Bonds can be issued by all types of companies, institutions, and governments. These include national governments (which issue what is known as “sovereign bonds” or in the United States means treasury bonds and savings bonds); state governments (which issue what are known as “municipal bonds”); corporations (which issue corporate bonds); and many more.
How Are Bonds Rated?
Bonds are rated by credit rating agencies. At the top of the ratings are investment-grade bonds known as AAA-rated bonds. At the bottom are high-risk bonds. Generally, the higher the rating, the lower the interest yields, as there is less risk deemed associated with holding the bonds. In other words, the perceived risk is higher than what will be repaid in principal and interest on time and in full.
Bond Risks
One of the main risks in your quest to earn money from bonds is inflation. The money you earn by the time the bonds mature, or its rate of growth, must be sufficient to combat inflation and protect your purchasing power. Some bonds, such as Series I savings bonds and TIPs, have some built-in inflation protection. However, investors do not always act more rationally. Not long ago in Europe, fixed-income investors were buying bonds for 50 and 100 years at historically low interest rates.
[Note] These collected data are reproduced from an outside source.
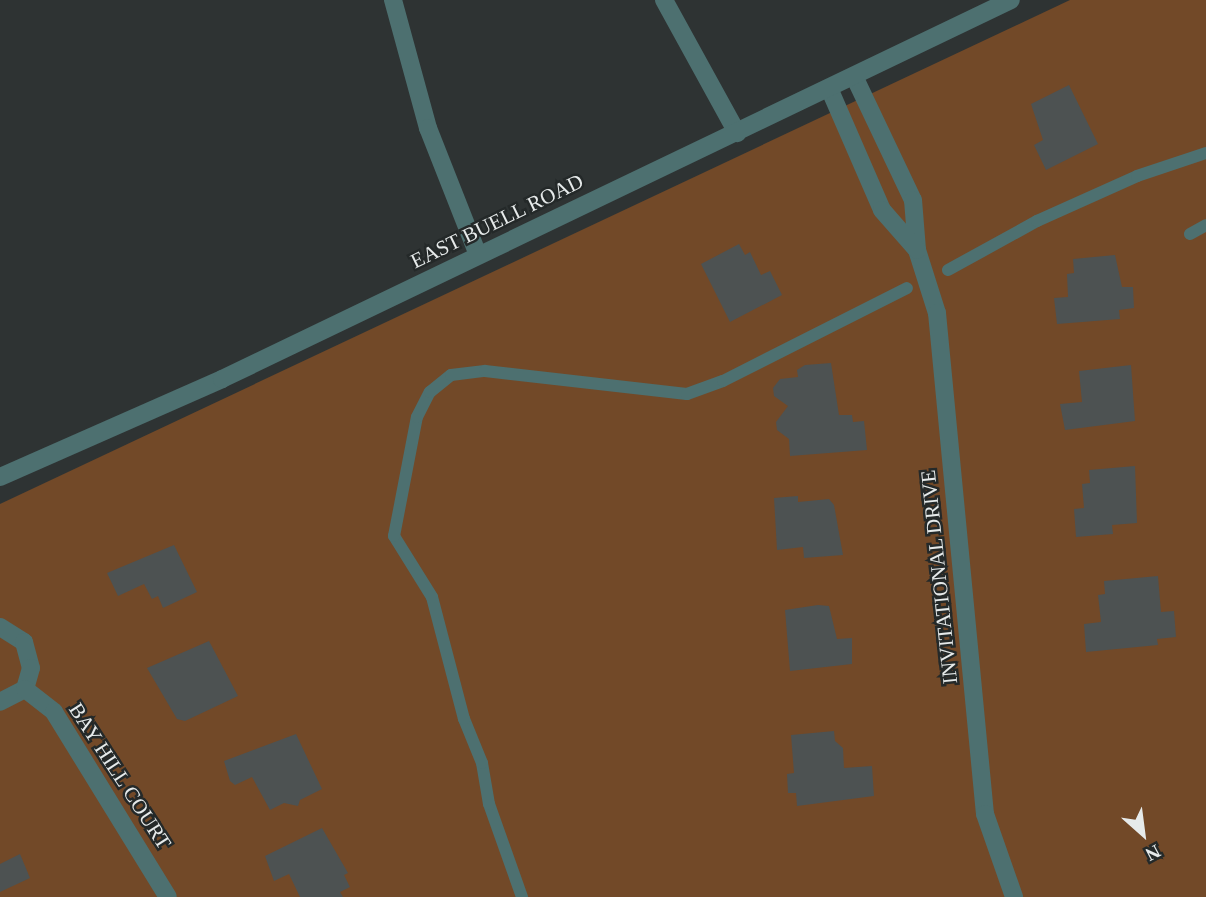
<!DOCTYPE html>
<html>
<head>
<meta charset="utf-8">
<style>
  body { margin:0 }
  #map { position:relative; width:1206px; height:897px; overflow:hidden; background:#2e3333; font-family:"Times New Roman",serif }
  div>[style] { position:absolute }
  .green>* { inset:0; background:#724928 }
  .building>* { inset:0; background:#4d5252 }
  .service>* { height:12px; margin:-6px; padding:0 6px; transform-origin:6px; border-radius:6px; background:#4d7070 }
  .minor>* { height:18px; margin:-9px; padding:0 9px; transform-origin:9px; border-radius:9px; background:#4d7070 }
  .tertiary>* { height:18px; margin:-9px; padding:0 9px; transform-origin:9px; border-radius:9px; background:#4d7070 }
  span { translate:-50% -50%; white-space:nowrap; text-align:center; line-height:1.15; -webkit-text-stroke:5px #242929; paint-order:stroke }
  .street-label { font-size:21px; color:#e6eaea }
  .north { position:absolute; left:1108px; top:799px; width:70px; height:70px; -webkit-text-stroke:5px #242929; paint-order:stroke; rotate:152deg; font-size:19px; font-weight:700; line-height:28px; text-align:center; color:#e6eaea }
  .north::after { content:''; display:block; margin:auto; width:24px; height:32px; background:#e6eaea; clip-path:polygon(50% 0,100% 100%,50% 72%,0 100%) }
</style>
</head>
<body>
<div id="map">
  <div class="green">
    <div style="clip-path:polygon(1070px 0,1206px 0,1206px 897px,0 897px,0 504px)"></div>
  </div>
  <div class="building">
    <div style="clip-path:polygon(1069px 85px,1098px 144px,1046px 170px,1034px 145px,1043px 140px,1031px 104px)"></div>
    <div style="clip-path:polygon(739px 244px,745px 255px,750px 252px,761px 275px,770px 271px,782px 295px,730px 322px,701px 264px)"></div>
    <div style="clip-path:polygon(1115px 255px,1122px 287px,1133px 287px,1134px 308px,1119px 310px,1120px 319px,1057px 324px,1054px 298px,1068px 297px,1067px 274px,1074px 273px,1073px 259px)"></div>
    <div style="clip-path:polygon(831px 363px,839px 415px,852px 415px,853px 422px,864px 421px,867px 450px,790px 456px,789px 439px,777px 430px,776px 422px,788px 406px,774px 396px,773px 388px,780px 379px,798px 377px,797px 370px,805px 365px)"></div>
    <div style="clip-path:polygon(1131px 365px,1135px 421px,1065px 430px,1060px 404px,1082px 402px,1079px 371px)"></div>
    <div style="clip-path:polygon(1135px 466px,1137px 523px,1112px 525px,1113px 534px,1076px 537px,1074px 509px,1084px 508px,1082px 484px,1090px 483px,1089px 470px)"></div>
    <div style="clip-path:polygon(798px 496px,798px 502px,829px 499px,834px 505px,843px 555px,804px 558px,803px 547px,777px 550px,774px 498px)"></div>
    <div style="clip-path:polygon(174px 545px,197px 592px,163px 608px,158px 596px,152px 599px,144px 584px,118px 596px,107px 573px)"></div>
    <div style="clip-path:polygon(1158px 576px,1161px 612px,1174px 611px,1176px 637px,1157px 639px,1158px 645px,1086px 652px,1084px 624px,1101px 622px,1098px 595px,1105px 594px,1104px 581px)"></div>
    <div style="clip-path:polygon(818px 605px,829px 606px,837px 639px,852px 638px,852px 664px,790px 671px,785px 610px)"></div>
    <div style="clip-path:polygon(209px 641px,238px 696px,185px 721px,177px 719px,147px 668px)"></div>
    <div style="clip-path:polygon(834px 731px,835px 741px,843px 748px,844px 768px,872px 766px,874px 796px,797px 806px,796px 793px,788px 793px,787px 774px,794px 773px,791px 735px)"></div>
    <div style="clip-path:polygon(296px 734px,322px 789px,300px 800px,298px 806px,284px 803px,270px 810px,252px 777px,235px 785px,230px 781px,224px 761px)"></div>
    <div style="clip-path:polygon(322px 828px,348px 873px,344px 875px,350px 887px,340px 892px,343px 897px,300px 897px,289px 874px,274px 881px,265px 856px)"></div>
    <div style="clip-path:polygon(20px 854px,30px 878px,0 892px,0 864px)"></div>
  </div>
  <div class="service">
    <div style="left:1190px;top:234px;width:18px;rotate:-29deg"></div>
    <div style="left:948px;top:270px;width:102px;rotate:-28.8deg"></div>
    <div style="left:1037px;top:221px;width:110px;rotate:-24.2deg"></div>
    <div style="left:1137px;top:176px;width:73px;rotate:-18.4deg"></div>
    <div style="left:522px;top:897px;width:99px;rotate:-109.5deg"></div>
    <div style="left:489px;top:804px;width:42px;rotate:-99.7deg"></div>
    <div style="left:482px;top:763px;width:48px;rotate:-112.2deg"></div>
    <div style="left:464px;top:719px;width:126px;rotate:-104.7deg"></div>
    <div style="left:432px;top:597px;width:72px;rotate:-121.9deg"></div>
    <div style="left:394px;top:536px;width:121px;rotate:-79.1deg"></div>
    <div style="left:417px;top:417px;width:28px;rotate:-63deg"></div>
    <div style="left:430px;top:392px;width:27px;rotate:-39deg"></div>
    <div style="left:451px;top:375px;width:34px;rotate:-7deg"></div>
    <div style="left:485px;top:371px;width:203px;rotate:6.5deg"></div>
    <div style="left:687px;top:394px;width:38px;rotate:-20deg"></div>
    <div style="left:723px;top:381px;width:206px;rotate:-26.8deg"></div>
  </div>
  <div class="minor">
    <div style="left:393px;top:0;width:133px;rotate:74.7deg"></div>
    <div style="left:428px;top:128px;width:136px;rotate:68.5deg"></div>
    <div style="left:664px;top:0;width:152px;rotate:61.2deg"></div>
    <div style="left:854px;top:76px;width:137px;rotate:64.6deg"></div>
    <div style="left:913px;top:200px;width:50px;rotate:85.4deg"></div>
    <div style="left:917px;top:250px;width:66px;rotate:72.4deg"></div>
    <div style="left:937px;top:313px;width:503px;rotate:84.53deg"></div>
    <div style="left:985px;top:814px;width:88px;rotate:70.7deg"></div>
    <div style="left:829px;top:88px;width:133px;rotate:66.5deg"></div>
    <div style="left:882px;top:210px;width:53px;rotate:48.8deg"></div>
    <div style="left:0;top:627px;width:28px;rotate:32deg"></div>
    <div style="left:24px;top:642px;width:27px;rotate:75deg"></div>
    <div style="left:31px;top:668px;width:22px;rotate:106deg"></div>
    <div style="left:25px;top:689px;width:28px;rotate:153deg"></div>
    <div style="left:25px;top:689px;width:37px;rotate:38deg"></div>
    <div style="left:54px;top:712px;width:217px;rotate:58.4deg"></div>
  </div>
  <div class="tertiary">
    <div style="left:0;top:477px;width:243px;rotate:-23.8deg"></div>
    <div style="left:222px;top:379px;width:875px;rotate:-25.66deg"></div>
  </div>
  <div class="street-label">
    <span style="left:497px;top:221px;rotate:-26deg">EAST BUELL ROAD</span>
    <span style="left:939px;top:577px;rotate:-96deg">INVITATIONAL DRIVE</span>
    <span style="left:120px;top:776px;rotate:57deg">BAY HILL COURT</span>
  </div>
  <div class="north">N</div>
</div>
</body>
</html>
Long-term bonds, along with low rates, meant they would almost completely lose their purchasing power by the time the bonds matured.
Investment Decisions
There are many factors to consider when trying to determine how much of your portfolio to allocate to bonds. Strategies will vary from one investor to another, so buying a bond may be smart for one person, while ill-advised for another. These choices can affect a variety of factors, from risk tolerance to invested assets to the market alternatives available at any given moment.
Capital Preservation
A large number of bond investors aim for what is known as “capital preservation,” since the money put into bonds tends to be capital that cannot be easily replenished, such as money earned from selling a family business after years or decades or generations of work. It might be wealth accrued from a very short but lucrative career (such as a professional athlete), or it might be inherited. This money may come from earnings over a professional lifetime, or at a time when the bond investor is too old to work again or in poor health and unable to reclaim the money if it is lost.
Advantages of Bonds
Bonds offer their holders many unique advantages. One such advantage is the ability to time cash flows precisely. By building bond ladders and buying bonds with specified dates for scheduled interest payments, you can help ensure that specific cash will be paid out at the exact time you need it. Some bonds also have unique tax aspects.
The benefits of investing in municipal bonds, for example, are enormous. Not only are you providing funding for building your local community (through schools, hospitals, sanitation, bridges, roads, social service programs, and other initiatives), but as long as you follow the rules and purchase the right type of bonds issued in your home state, you should be able to enjoy tax-free income as well.
Ensure
Pay attention to the placement of assets, which can affect your taxes in less obvious ways or negate other tax benefits of tax-advantaged accounts. For example, you should not hold tax-free municipal bonds through a Roth IRA.